Blak and Bright
What makes intriguing writing for young adult readers? Edie Wright talks to award-winning writers Kirli Saunders, Jared Thomas and Teela May Reid.
Free – bookings essential.
12.30pm—1.30pm @ The Wheeler Centre: Performance Space
Kirli Saunders (she/her) is a proud Gunai Woman and award-winning multidisciplinary creator and consultant. An experienced speaker and facilitator advocating for the environment, gender and racial equality and LGBTIQA+ rights, Kirli was the NSW Aboriginal Woman of the Year (2020). Kirli’s books, The Incredible Freedom Machines (2018, Scholastic), Kindred (2019, Magabala) and Bindi (2020, Magabala) have been celebrated by the Prime Minister’s, QLD, WA and Victorian Premier’s Literary, ABIAs, Kate Challis RAKA, ABDA and CBCA awards. Her work is published in anthologies and public art. She has 8 forthcoming titles. Kirli’s art has been exhibited in Shoalhaven and Wollongong Galleries and commissioned for public art across a range of sectors. With the support of Australia Council for the Arts, Kirli will hold her first solo poetic arts exhibition Returning at the SHAC Gallery in 2021. Her first Solo play, Going Home has been commissioned by Playwriting Australia, and will take the stage in 2022. Kirli is a board member for Merrigong Theatre. kirlisaunders.com
Dr Jared Thomas (he/him) is a Nukunu person of the Southern Flinders Ranges and the Research Fellow Aboriginal and Torres Strait Islander Material Culture and Art at the South Australian Museum and University of South Australia. An International award winning children’s and young adult fiction writer his novel ‘Calypso Summer’ is on the International Youth Library White Raven list of books that deserve worldwide attention. Jared’s other award winning releases include ’Songs that Sound Like Blood’ and the ‘Game Day’ series co-written with NBA player and Olympian Patty Mills.
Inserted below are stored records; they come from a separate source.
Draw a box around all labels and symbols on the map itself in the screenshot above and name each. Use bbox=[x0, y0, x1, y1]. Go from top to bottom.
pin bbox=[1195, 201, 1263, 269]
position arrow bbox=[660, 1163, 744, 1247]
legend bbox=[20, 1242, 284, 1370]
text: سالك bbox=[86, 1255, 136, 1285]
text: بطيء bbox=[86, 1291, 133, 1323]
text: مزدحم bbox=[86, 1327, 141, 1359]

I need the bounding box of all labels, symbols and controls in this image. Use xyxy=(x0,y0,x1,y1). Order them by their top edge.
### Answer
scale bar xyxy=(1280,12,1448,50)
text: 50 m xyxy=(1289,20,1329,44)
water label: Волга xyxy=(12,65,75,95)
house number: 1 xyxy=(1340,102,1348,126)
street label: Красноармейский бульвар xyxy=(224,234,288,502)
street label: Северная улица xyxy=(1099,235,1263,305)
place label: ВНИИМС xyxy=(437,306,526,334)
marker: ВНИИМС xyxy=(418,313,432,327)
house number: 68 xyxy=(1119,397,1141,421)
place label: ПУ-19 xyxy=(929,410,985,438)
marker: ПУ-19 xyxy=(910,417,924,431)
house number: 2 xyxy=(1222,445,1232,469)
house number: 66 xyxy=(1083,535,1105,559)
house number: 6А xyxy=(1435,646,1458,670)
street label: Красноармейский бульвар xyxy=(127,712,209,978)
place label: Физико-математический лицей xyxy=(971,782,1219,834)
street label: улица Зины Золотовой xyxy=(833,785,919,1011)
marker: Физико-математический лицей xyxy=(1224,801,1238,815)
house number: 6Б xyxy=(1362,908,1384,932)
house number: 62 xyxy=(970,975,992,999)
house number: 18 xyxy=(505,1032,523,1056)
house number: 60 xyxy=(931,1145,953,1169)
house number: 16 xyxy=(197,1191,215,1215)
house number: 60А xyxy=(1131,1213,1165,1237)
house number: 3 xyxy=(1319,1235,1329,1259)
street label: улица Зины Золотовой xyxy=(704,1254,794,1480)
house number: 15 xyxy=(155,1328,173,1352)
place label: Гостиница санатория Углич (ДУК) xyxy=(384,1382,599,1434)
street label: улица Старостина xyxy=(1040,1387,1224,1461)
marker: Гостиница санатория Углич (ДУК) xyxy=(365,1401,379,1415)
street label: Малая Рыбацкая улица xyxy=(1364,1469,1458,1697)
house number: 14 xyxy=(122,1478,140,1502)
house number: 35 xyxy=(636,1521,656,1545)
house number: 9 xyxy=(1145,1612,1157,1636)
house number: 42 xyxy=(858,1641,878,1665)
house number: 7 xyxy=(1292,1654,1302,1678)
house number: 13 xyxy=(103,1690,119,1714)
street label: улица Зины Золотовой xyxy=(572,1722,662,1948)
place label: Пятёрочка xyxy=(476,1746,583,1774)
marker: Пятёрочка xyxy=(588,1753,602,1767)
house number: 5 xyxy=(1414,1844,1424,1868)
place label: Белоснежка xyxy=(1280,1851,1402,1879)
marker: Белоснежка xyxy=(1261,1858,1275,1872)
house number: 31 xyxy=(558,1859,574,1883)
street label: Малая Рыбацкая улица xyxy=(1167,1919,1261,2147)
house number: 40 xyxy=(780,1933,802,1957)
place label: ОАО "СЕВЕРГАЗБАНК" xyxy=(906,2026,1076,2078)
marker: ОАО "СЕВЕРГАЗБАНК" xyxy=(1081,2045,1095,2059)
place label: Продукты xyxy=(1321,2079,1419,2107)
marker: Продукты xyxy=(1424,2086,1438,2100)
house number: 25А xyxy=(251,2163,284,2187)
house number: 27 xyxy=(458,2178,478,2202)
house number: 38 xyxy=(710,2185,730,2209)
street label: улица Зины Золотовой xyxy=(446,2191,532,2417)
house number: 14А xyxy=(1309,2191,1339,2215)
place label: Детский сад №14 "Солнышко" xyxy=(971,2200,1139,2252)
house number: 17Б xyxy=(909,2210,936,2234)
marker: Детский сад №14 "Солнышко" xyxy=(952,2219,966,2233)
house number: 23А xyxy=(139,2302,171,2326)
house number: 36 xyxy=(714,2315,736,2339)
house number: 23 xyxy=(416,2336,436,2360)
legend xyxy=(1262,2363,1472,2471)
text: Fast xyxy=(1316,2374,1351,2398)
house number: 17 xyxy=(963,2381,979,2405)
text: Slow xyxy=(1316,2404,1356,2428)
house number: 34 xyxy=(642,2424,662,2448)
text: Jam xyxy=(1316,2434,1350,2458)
Teela Reid (she/her) is a proud Wiradjuri and Wailwan woman born and raised in Gilgandra western NSW. Teela is lawyer, activist and storyteller who is committed to eliminating systemic racism in our society. Currently, she is a Sydney-based solicitor with experience practicing in criminal and civil law. Previously, Teela was tipstaff to the Honourable Justice Lucy McCallum of the NSW Supreme Court.
In 2021, Teela was named as a Future Shaper by Time Out Sydney for her public advocacy across a range of mediums. She was also awarded the 2020 UNSW Young Achiever for her contributions to the community, her advocacy as a working group leader on s 51(xxvi), the Race Power, in the Constitutional dialogue process that culminated in the Uluru Statement from the Heart that culminated in the most historic calls for a First Nations Voice enshrined in the Australian Constitution and a Makarrata Commission to enable a process of Treaty and Truth-telling. Teela was also recognised for her work as a key thinker and leading advocate behind the Walama Court, a proposal to establish an Aboriginal sentencing court at the NSW District Court jurisdiction, in addition to her full-time job as a criminal defence lawyer at Legal Aid NSW.
Edie Wright is a Bardi woman and Manager of Aboriginal Education in the Kimberley. She is passionate about programming, outcomes, improving attendance, retention and engagement for Indigenous children. Edie is working to make opportunities for Aboriginal educators to take on leadership roles and provide a culturally safe place for Aboriginal parents to communicate with teachers in English and take part on school councils and boards.